Richard Stursberg, executive vp of the public broadcaster's English TV network, on Tuesday said that the CBC was spending CAN$43 million ($38 million) to mine Canadian literature for TV adaptations, beginning midseason with a TV version of the Margaret Atwood novel "The Robber Bride."

That follows Kirstine Layfield, executive director of network programming and the main architect of the CBC's English TV schedule, on Monday pointing out ratings "bright spots" in the face of "heavyweight American content" on rival private Canadian networks.

Layfield said the CBC's audience share stands at 7.6%, compared with 7.3% at the end of last season, a figure that still puts the public broadcaster behind private sector rivals CTV and Global Television.

"Naturally, we have programs we would like to see with bigger audience numbers, but our objective this season has been to rebuild our schedule as a whole and we're off to a promising start," Layfield said.

This season, the CBC has pinned its ratings hopes on returning series like "The Rick Mercer Report" and "This Hour Has 22 Minutes" on Tuesdays, and its flagship investigative series "The Fifth Estate," which drew just over 800,000 viewers last Wednesday night.

New homegrown dramas recently rolled out by the CBC include the magazine-based comedy "Rumors," based on a popular Quebec comedy; the crime drama "Intelligence," from Canadian showrunner Chris Haddock; and the South African-based medical drama "Jozi-H," none of which have yet to light a fire under Canadian viewers.

Canadians instead continue to flock to popular U.S. series on rival CTV and Global Television, including "CSI," "Desperate Housewives" and the "Survivor" franchise.

The CBC's one top-20 show to regularly top a million viewers a week is its longrunning "Hockey Night in Canada" franchise on Saturdays.

On the literary side, Stursberg said the CBC has acquired the TV rights to screen adaptations of two Mordechai Richler novels, "St. Urbain's Horseman" and "Barney's Version"; Guy Vanderhaeghe's "The Englishman's Boy," which recently wrapped shooting in Saskatchewan; and "Away From Her," Canadian actress Sarah Polley's feature film debut.
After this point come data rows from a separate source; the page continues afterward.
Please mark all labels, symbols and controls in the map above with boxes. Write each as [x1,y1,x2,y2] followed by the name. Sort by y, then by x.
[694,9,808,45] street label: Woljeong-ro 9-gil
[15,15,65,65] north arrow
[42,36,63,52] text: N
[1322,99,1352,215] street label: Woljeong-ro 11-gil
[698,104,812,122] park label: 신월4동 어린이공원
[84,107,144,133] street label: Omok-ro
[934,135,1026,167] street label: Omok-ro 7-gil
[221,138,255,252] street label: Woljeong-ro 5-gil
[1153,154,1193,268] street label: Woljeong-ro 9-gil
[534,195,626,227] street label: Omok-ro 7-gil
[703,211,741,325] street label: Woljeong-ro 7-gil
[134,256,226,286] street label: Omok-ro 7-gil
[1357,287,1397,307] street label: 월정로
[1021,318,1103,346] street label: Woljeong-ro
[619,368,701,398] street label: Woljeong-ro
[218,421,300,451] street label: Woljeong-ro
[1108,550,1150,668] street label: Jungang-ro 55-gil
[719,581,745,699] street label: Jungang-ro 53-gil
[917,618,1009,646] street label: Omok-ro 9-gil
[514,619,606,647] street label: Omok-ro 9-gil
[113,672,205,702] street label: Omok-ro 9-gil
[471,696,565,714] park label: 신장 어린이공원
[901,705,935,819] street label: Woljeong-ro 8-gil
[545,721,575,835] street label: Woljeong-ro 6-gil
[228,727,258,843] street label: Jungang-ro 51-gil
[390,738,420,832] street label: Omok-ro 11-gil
Based on an Alice Munro short story, "Away" recently bowed at the Toronto International Film Festival.

The adaptations of Canadian literary and theatrical works will be showcased as part of new primetime block From Page & Stage.

This week's CBC public-relations offensive comes as the public broadcaster readies itself for license renewal hearings before Canada's TV regulator early next year. The CBC's TV license expires Aug. 31.